Take every line in the entries that includes the word "function" and copy it.

--- Record extracts Enclosed Below ---

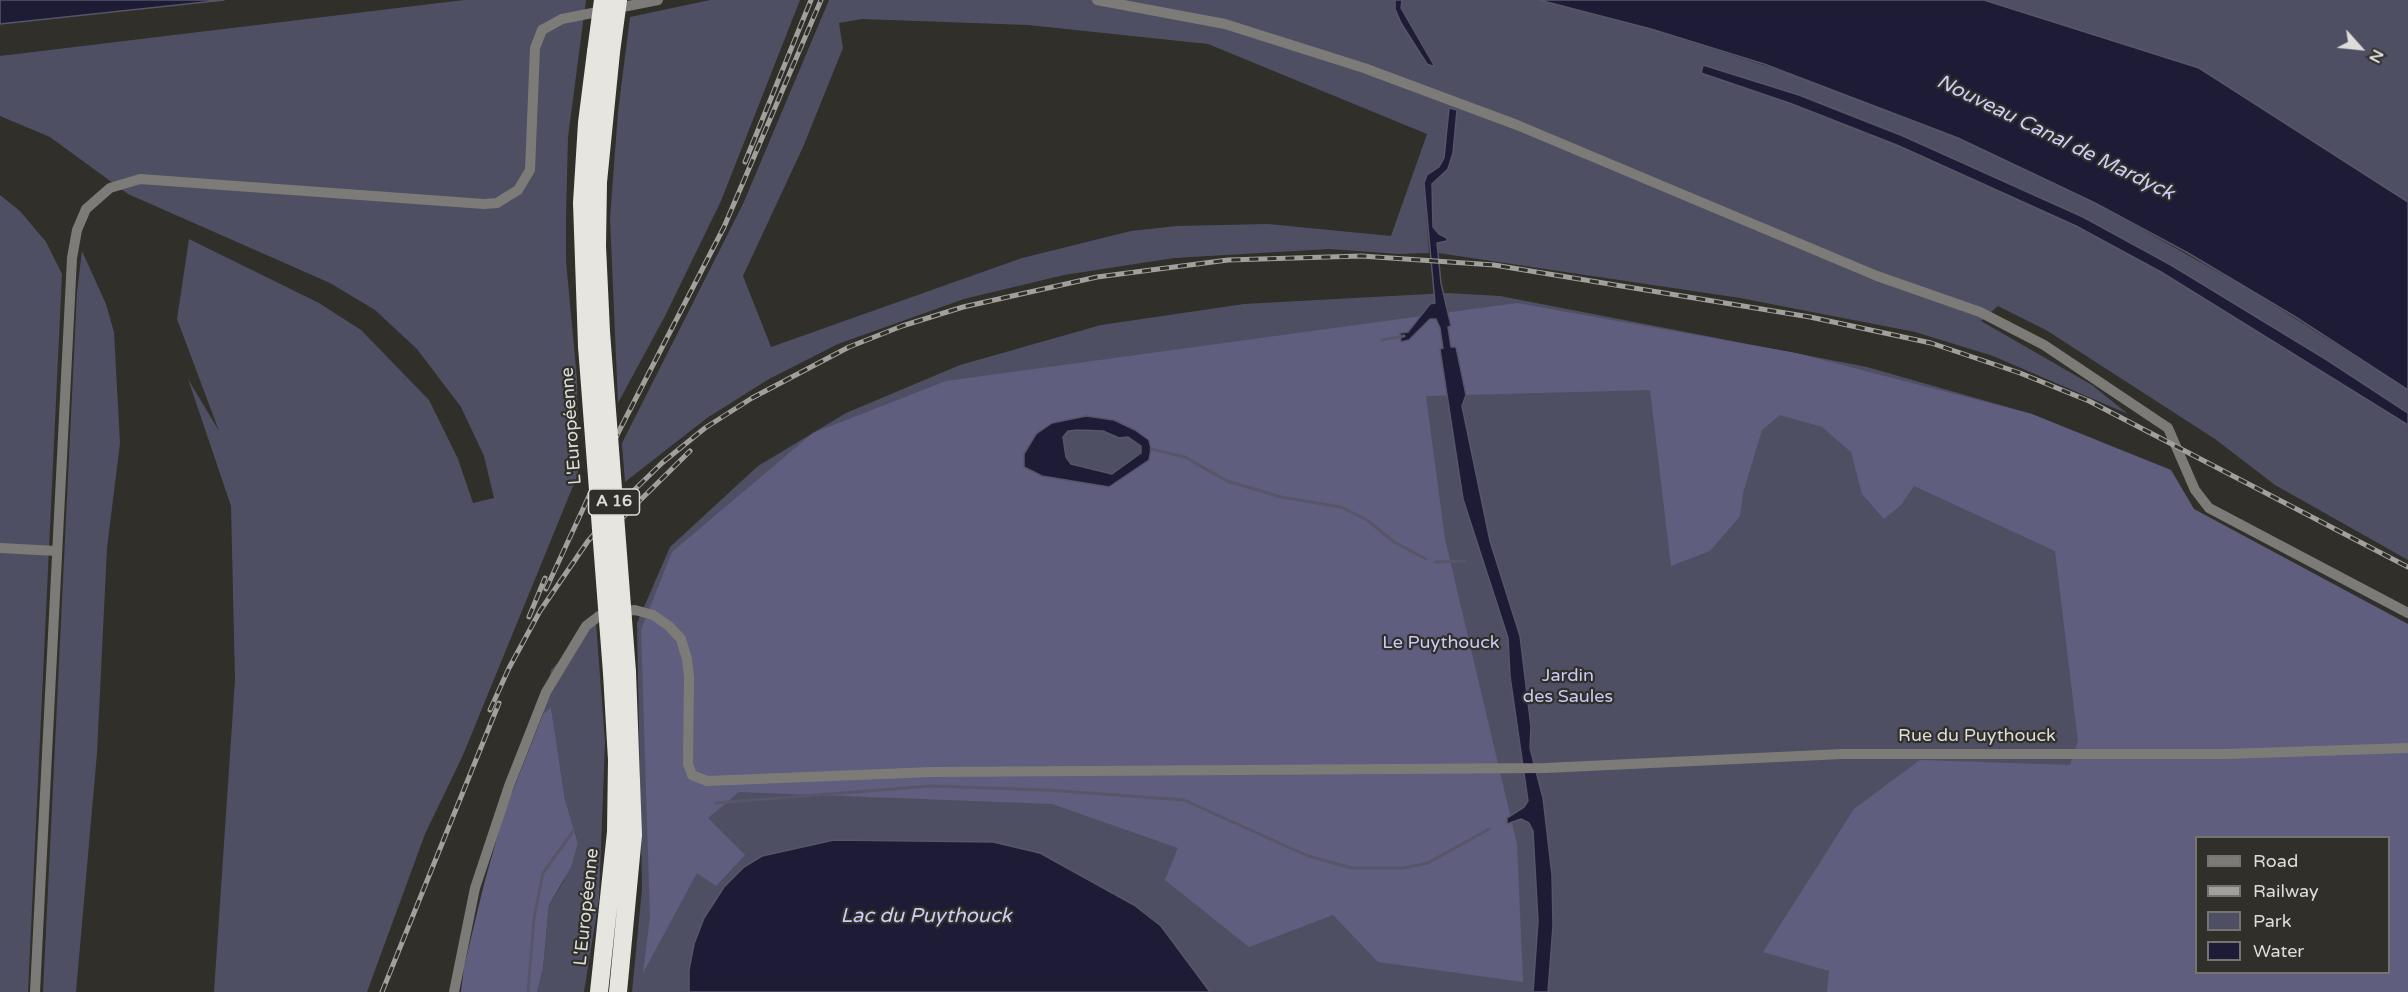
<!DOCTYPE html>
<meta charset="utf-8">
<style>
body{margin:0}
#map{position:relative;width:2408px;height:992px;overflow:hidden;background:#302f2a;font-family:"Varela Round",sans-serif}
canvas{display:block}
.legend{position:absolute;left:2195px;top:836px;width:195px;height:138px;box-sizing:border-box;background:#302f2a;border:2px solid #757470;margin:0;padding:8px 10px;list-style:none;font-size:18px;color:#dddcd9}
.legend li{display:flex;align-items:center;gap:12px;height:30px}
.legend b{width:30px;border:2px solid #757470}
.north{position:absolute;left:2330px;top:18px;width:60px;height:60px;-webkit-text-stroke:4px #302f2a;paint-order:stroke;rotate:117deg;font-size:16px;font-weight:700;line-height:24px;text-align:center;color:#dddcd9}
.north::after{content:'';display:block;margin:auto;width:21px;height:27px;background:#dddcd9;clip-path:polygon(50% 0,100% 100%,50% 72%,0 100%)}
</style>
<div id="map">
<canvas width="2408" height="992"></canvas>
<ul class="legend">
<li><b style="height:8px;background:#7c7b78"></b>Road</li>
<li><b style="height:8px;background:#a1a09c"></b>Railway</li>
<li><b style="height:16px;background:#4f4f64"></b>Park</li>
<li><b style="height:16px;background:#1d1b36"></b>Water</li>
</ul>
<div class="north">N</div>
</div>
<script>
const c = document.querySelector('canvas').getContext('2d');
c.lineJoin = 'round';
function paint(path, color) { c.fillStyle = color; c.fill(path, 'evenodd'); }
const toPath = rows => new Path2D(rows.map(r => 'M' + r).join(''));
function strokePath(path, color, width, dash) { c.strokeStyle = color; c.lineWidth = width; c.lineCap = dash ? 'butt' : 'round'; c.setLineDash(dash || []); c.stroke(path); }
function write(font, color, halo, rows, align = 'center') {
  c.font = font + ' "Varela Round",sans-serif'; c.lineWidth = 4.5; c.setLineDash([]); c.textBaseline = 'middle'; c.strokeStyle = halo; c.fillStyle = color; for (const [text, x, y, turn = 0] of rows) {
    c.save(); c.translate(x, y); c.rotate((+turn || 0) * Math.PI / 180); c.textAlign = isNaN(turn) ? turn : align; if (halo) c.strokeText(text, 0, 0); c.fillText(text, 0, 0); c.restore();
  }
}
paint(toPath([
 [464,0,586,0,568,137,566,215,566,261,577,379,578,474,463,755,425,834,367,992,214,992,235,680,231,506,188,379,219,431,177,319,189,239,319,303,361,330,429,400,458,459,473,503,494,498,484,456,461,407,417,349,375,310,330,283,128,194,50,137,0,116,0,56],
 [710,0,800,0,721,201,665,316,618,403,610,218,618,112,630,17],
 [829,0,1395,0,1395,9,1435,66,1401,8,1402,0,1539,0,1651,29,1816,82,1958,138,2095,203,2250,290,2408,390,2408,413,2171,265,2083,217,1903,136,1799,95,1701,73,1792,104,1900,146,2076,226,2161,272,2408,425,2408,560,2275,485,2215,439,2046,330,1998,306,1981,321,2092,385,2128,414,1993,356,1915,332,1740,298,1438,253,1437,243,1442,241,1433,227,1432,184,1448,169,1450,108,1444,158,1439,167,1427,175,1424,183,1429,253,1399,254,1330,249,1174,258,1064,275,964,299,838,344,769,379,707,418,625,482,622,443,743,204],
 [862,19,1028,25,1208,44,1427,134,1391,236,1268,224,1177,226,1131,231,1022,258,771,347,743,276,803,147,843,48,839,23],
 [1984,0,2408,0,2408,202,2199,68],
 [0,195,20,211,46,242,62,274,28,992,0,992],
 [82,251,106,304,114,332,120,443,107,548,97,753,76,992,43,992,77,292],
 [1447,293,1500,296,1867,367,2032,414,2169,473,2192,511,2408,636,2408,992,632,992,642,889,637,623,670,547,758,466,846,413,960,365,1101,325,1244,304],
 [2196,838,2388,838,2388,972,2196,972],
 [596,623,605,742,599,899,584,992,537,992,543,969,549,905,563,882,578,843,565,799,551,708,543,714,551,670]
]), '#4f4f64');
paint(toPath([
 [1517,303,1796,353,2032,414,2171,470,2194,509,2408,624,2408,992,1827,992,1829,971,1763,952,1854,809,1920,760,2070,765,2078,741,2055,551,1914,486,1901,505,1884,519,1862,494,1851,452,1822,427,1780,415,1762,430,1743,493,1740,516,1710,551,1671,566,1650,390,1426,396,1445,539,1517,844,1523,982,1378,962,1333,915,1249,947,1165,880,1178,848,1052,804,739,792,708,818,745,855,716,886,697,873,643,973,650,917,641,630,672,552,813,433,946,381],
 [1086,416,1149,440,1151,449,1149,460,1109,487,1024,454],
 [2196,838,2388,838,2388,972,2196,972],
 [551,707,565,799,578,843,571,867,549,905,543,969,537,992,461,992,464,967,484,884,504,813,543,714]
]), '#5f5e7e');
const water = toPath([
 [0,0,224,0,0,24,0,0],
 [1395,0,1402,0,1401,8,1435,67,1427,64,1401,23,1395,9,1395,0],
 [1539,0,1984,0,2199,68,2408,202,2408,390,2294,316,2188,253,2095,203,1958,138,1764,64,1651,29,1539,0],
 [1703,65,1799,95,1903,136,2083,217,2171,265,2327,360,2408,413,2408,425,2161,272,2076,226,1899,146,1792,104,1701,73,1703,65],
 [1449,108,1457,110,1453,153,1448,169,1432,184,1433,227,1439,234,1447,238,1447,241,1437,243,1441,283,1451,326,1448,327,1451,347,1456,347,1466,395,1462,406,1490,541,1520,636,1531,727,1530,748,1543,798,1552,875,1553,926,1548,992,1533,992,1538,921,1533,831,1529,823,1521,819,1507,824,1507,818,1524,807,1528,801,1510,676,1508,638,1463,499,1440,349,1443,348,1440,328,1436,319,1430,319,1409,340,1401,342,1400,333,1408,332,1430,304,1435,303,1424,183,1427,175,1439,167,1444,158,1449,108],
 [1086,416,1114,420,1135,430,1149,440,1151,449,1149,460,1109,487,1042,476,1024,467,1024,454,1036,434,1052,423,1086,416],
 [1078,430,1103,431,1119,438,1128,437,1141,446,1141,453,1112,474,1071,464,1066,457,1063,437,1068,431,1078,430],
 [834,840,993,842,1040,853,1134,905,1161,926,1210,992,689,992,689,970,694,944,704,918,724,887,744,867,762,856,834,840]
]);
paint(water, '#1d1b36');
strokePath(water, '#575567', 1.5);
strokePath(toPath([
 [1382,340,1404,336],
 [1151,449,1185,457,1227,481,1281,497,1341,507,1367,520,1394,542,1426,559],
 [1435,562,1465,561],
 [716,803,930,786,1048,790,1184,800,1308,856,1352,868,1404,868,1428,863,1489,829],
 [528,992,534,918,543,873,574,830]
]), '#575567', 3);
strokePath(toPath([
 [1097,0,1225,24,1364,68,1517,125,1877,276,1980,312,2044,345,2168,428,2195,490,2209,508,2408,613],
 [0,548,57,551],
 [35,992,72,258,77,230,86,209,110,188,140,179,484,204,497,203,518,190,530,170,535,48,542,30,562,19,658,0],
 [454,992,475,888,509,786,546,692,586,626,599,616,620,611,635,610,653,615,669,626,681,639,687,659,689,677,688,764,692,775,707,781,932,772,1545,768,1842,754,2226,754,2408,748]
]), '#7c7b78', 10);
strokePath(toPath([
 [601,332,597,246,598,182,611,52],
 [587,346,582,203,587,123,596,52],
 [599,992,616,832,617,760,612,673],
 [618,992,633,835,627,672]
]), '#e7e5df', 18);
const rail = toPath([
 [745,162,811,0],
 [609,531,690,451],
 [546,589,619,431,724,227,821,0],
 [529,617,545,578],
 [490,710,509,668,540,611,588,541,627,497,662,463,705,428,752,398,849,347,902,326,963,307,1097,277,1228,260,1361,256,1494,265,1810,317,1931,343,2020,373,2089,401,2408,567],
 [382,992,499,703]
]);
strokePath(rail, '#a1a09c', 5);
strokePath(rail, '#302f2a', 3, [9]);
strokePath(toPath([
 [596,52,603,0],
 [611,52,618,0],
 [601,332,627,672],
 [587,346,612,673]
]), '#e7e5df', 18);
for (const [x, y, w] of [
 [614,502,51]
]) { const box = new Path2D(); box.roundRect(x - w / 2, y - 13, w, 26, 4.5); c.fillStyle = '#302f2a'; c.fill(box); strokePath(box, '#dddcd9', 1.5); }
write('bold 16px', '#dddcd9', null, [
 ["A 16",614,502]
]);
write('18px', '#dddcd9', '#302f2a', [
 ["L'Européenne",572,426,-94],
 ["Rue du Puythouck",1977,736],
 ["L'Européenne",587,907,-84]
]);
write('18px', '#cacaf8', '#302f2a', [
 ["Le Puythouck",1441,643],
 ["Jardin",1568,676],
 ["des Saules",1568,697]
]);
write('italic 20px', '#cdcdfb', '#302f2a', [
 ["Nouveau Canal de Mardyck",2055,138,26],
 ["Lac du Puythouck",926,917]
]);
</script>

--- End of Enclosed Record extracts ---

Response to the task:
function paint(path, color) { c.fillStyle = color; c.fill(path, 'evenodd'); }
function strokePath(path, color, width, dash) { c.strokeStyle = color; c.lineWidth = width; c.lineCap = dash ? 'butt' : 'round'; c.setLineDash(dash || []); c.stroke(path); }
function write(font, color, halo, rows, align = 'center') {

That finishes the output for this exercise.